The article discusses the Lerner family in Montgomery County, MD, (the printed magazine, available today to Post subscribers, has some family illustrations and the online link has the same images in a slide show) and then goes on to discuss the advantages that high income parents can confer. Some of this includes extra tutoring and retakes of the test (meaning that some colleges require all scores be submitted, to level the playing field) but some of it simply relates to better cognitive skills (literacy and grown-up subject matter and people) available in higher income homes.

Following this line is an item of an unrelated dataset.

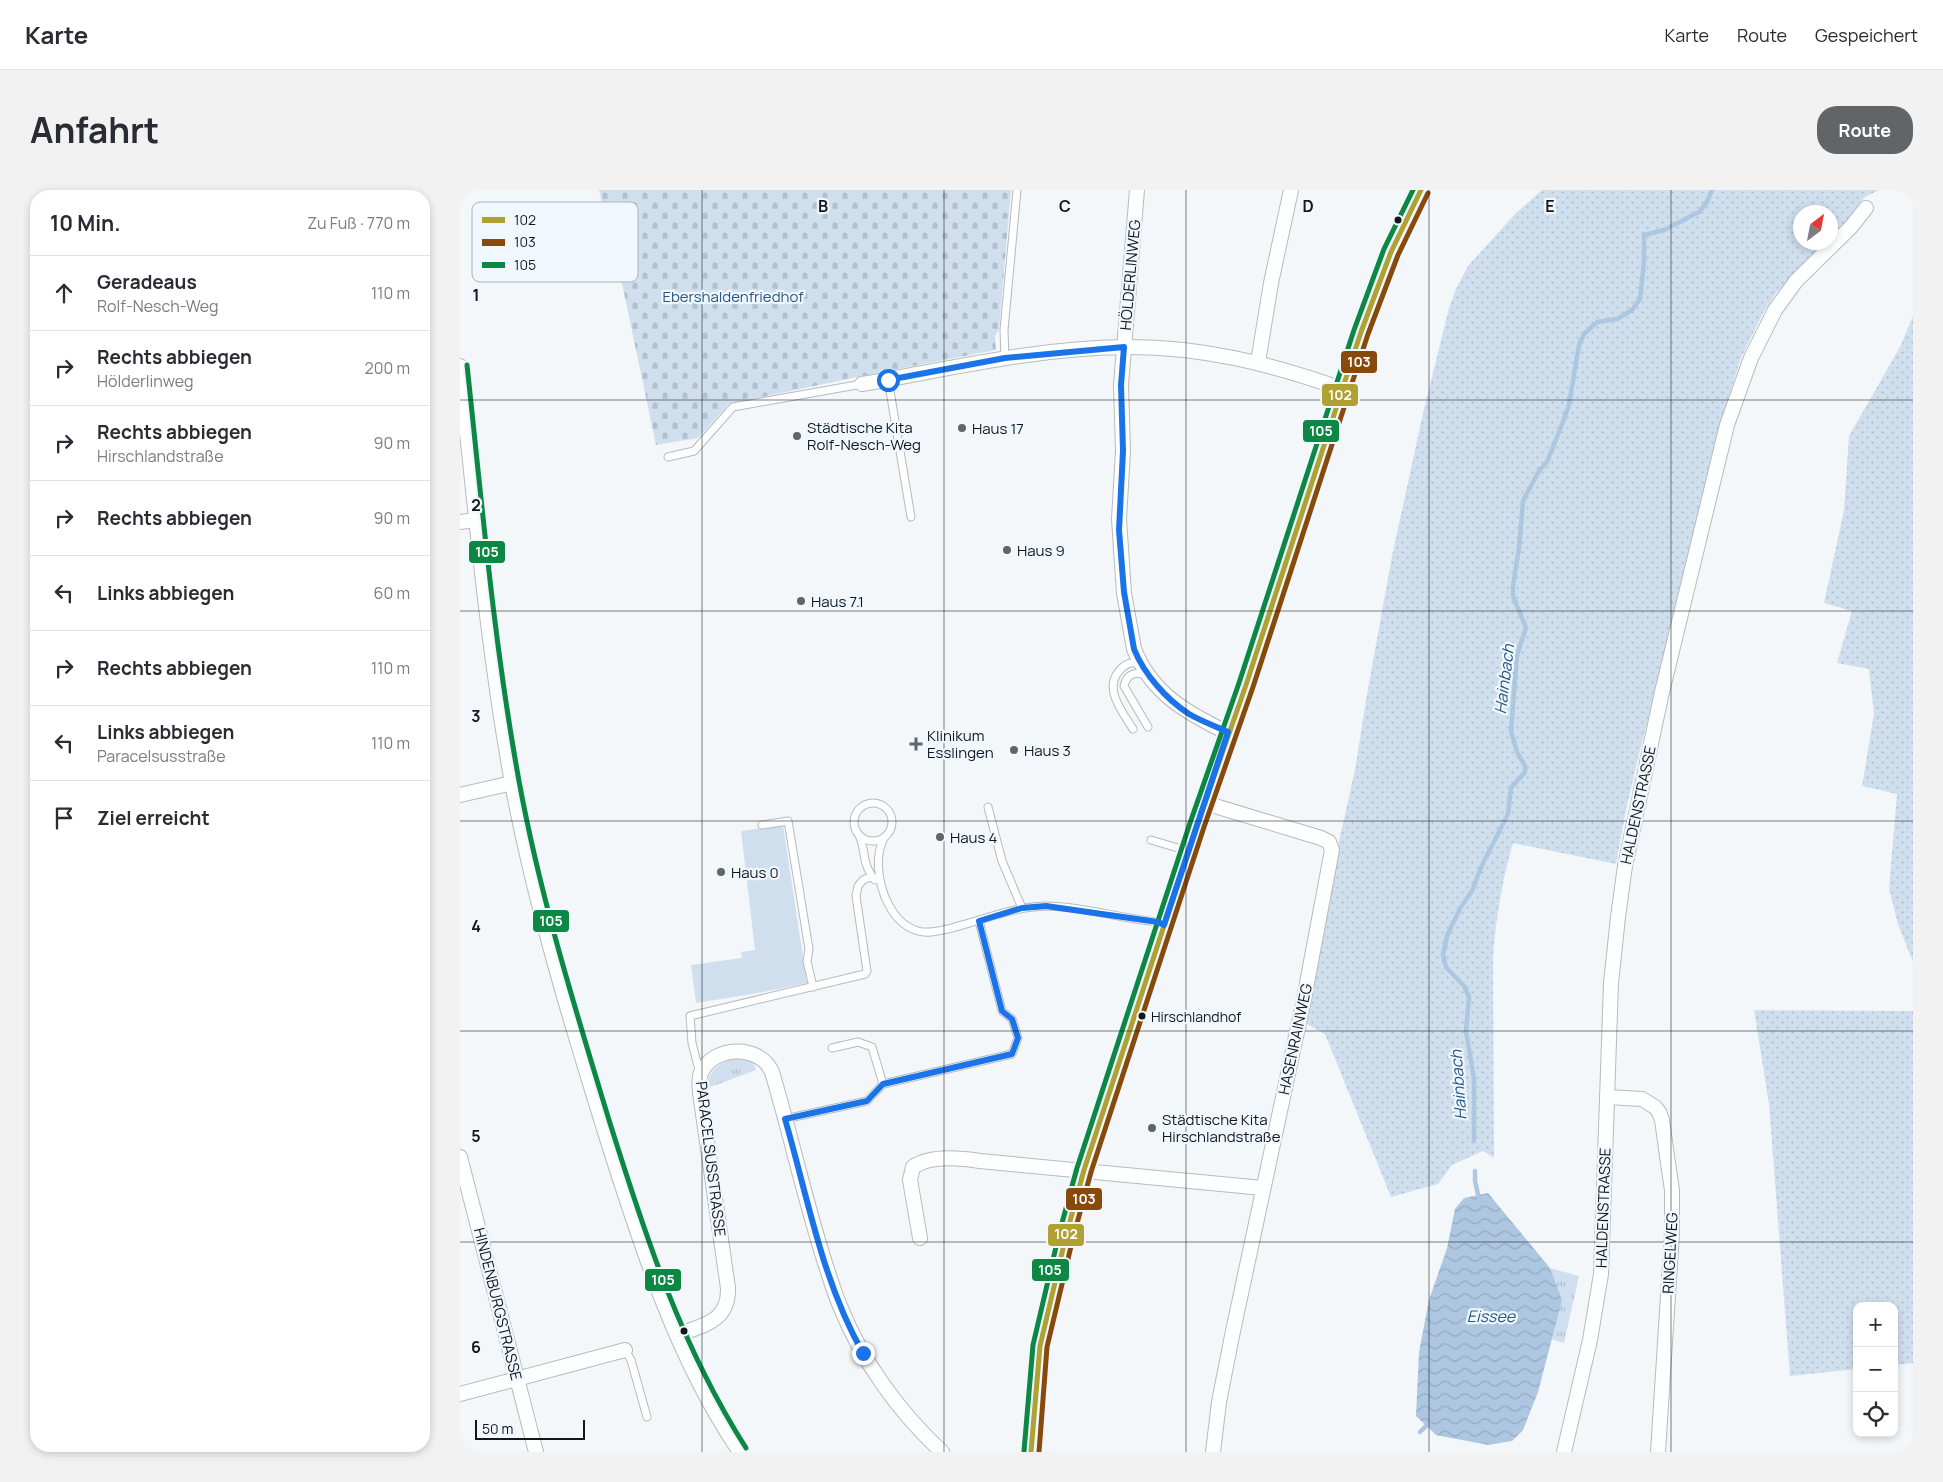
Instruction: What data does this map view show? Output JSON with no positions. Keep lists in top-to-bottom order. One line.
{"streets":{"street":["HÖLDERLINWEG","HALDENSTRASSE","HASENRAINWEG","PARACELSUSSTRASSE","RINGELWEG","HINDENBURGSTRASSE"]},"crossings":[["HALDENSTRASSE","RINGELWEG"]],"water":["Hainbach","Eissee"],"parks":["Ebershaldenfriedhof"],"places":{"other":["Haus 17","Städtische Kita Rolf-Nesch-Weg","Haus 9","Haus 7.1","Haus 3","Haus 4","Haus 0","Hirschlandhof","Städtische Kita Hirschlandstraße"],"health":["Klinikum Esslingen"]},"lines":["transit line 102","transit line 105","transit line 103"],"legend":["102","103","105"],"scale_bar":"50 m","north":"top right","page":{"header":"Karte","nav":["Karte","Route","Gespeichert"],"title":"Anfahrt","buttons":"Route","heading":["10 Min.","Zu Fuß · 770 m"],"list":[["Geradeaus","Rolf-Nesch-Weg","110 m"],["Rechts abbiegen","Hölderlinweg","200 m"],["Rechts abbiegen","Hirschlandstraße","90 m"],["Rechts abbiegen","90 m"],["Links abbiegen","60 m"],["Rechts abbiegen","110 m"],["Links abbiegen","Paracelsusstraße","110 m"],"Ziel erreicht"],"map_buttons":["+","−"],"scale":"50 m"},"grid":{"columns":["B","C","D","E"],"rows":["1","2","3","4","5","6"]}}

Another important set of tests involved Advanced Placement (and IB) credits. AP tests often have a major free response section, with multiple-part problems based on some practical or laboratory situation or experiment. AP teachers often give practice exams. The multiple-part question approach suggests a way to teach physics and math: use practical situations that invoke “self-interest” or “team interest” that create practical problems to solve, where there will be retention because of practical interest. Sports could provide a lot of material. For example, in geometry a text of teacher could present problems based on the measurements of major league baseball stadiums, or (in physics class) the physics associated with predicting how long a forward pass stays in the air.
In his 2004 book “The Cheating Culture” Princeton professor David Callahan, toward the end of the book, discussed the enormous amount that some high income families can spend to give their kids advantages.
The article discusses Bowdoin College in Maine and its “readers” of applications. I recall that the college was often seen on student quiz shows even in the 1960s.
But academic achievement creates an enormous divide in our society, with lower income males in minority groups believing that it indicates tribal disloyalty. The culture of achievement comes through so clearly on “It’s Academic” (now in its 2009 finals) which has plenty of female and minority students appearing – yet it’s clear that all of them grew up in a culture that encouraged achievement.
I noted something amusing on today’s “Academic” and add for “smallstep.gov” which said, “just don’t stay online too long.”